Il Coordinamento Nazionale Docenti della disciplina dei Diritti Umani ritiene non più rinviabile una
presa di posizione chiara e responsabile sulla gravissima condizione economica e sociale in cui
versano migliaia di docenti di ruolo fuorisede. La questione abitativa e il progressivo
impoverimento del personale scolastico non possono più essere considerati effetti collaterali del
sistema, ma rappresentano oggi una vera emergenza strutturale che incide sulla dignità del lavoro
pubblico e sulla qualità dell’istruzione.
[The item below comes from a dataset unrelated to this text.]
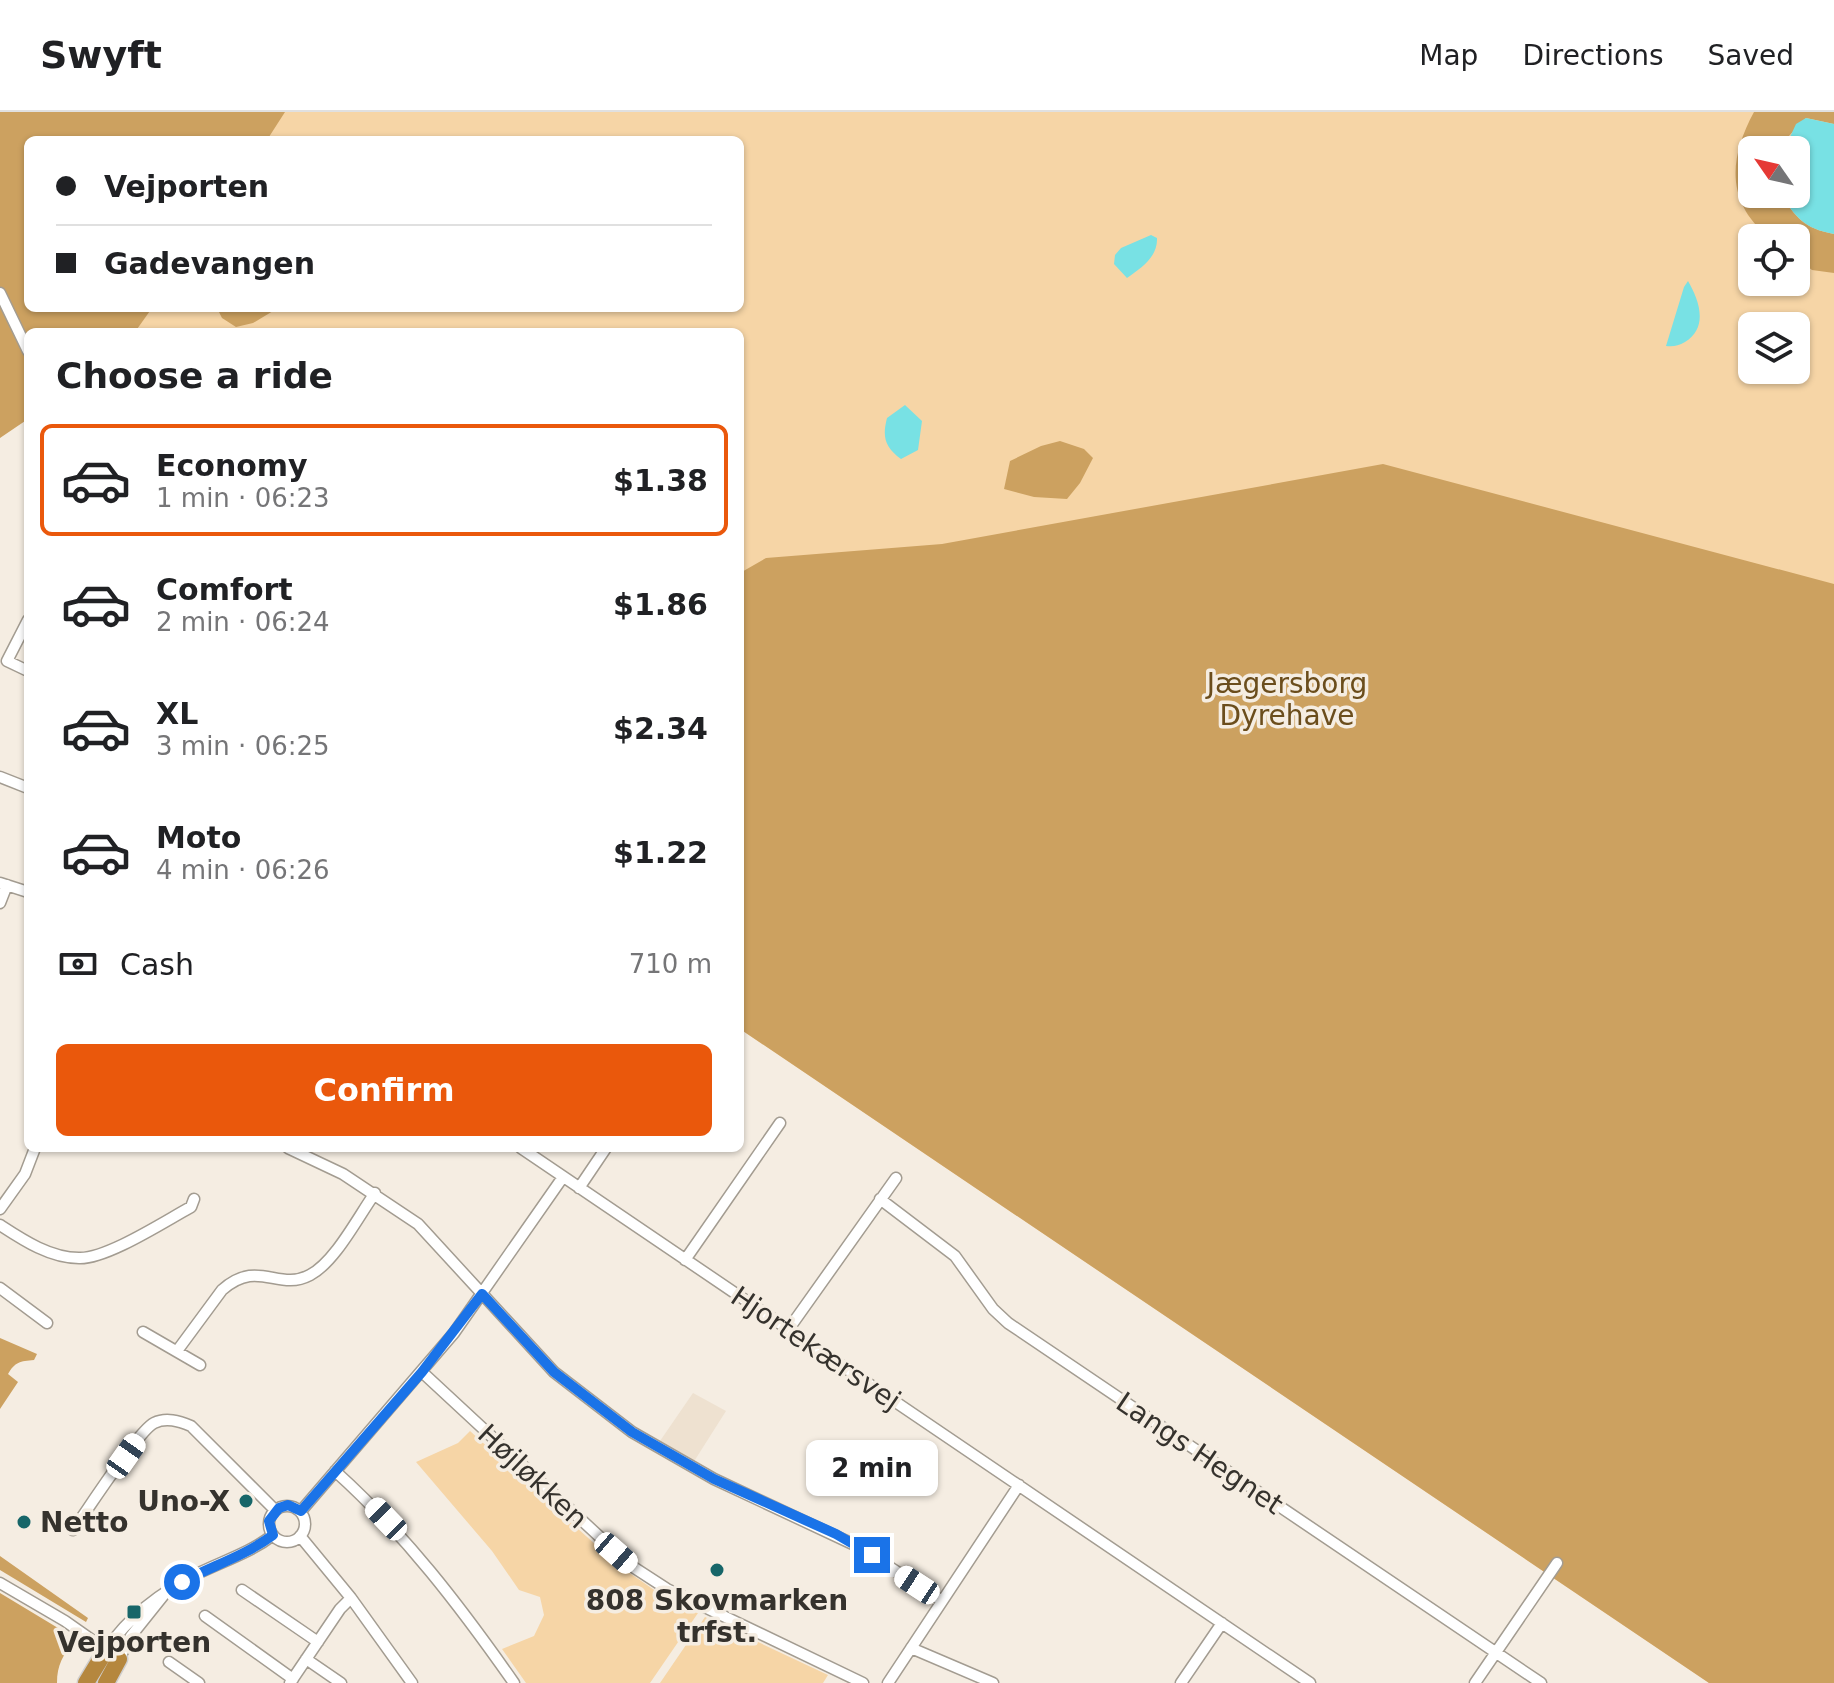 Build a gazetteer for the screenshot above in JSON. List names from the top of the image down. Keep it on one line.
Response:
{"streets":{"street":["Hjortekærsvej","Langs Hegnet","Højløkken"]},"parks":["Jægersborg Dyrehave"],"places":{"other":["Uno-X","Netto","808 Skovmarken trfst."],"transit":["Vejporten"]},"north":"top left","page":{"header":"Swyft","nav":["Map","Directions","Saved"],"banner":["Vejporten","Gadevangen"],"heading":"Choose a ride","list":[{"name":"Economy","note":"1 min · 06:23","value":"$1.38"},{"name":"Comfort","note":"2 min · 06:24","value":"$1.86"},{"name":"XL","note":"3 min · 06:25","value":"$2.34"},{"name":"Moto","note":"4 min · 06:26","value":"$1.22"}],"pay":["Cash","710 m"],"buttons":"Confirm","bubble":"2 min"}}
Il contesto generale è noto e documentato. In molte aree del Paese il costo dell’abitare assorbe oltre
il 40 per cento del reddito netto mensile, con punte che raggiungono il 60–65 per cento nelle grandi
città. In Europa oltre il 30 per cento delle persone a rischio povertà vive in condizioni di
sovraccarico abitativo, mentre in Italia, a fronte di circa 9,6 milioni di abitazioni vuote, quasi
quattro milioni di persone si trovano in una condizione di povertà abitativa. A questo scenario si
affianca una dinamica salariale stagnante: la retribuzione media annua lorda dei lavoratori italiani si
attesta intorno ai 33.000 euro, ben al di sotto di quella di altri Paesi europei comparabili.
All’interno di questo quadro già critico, la condizione dei docenti di ruolo fuorisede appare
particolarmente grave. Migliaia di insegnanti immessi in ruolo con la legge 107 del 2015 si trovano
ancora oggi, a distanza di quasi dieci anni, lontani dalle proprie città di residenza. Quella che
doveva essere una fase temporanea si è trasformata, nei fatti, in una permanenza forzata che ha
inciso profondamente sulla vita economica, familiare e personale di questi lavoratori.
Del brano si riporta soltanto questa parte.